Saved entries:

────

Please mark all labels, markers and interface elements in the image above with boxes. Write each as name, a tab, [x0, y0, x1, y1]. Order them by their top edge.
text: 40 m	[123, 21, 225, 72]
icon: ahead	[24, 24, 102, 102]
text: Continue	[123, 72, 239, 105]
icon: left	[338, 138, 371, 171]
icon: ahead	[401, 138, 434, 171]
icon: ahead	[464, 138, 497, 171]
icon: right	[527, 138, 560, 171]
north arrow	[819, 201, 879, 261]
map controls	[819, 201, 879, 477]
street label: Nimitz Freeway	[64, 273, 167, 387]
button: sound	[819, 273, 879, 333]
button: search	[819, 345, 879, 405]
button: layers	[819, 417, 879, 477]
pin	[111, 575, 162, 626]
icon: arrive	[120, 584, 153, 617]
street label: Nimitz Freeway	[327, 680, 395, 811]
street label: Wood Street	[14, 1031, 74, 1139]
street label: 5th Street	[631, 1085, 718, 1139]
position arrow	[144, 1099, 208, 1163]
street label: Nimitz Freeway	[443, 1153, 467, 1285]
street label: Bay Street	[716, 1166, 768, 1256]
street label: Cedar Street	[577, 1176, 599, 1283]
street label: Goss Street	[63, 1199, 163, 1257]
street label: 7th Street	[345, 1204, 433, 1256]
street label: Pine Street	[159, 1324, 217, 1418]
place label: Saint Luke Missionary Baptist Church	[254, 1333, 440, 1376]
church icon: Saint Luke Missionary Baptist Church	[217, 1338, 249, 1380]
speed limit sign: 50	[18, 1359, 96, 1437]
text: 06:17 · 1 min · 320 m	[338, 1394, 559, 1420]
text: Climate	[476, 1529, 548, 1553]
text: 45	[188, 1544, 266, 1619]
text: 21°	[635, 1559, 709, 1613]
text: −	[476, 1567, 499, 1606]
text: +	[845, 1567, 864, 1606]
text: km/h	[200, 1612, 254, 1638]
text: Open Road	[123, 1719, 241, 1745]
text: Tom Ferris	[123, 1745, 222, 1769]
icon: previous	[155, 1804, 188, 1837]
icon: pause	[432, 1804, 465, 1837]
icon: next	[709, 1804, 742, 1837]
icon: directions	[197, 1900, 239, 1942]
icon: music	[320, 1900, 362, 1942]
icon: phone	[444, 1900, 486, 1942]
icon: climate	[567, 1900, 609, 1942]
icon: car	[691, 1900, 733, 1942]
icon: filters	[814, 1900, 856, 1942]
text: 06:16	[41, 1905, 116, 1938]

────

Gather all lines of the records that include the word "Luke".

place label: Saint Luke Missionary Baptist Church	[254, 1333, 440, 1376]
church icon: Saint Luke Missionary Baptist Church	[217, 1338, 249, 1380]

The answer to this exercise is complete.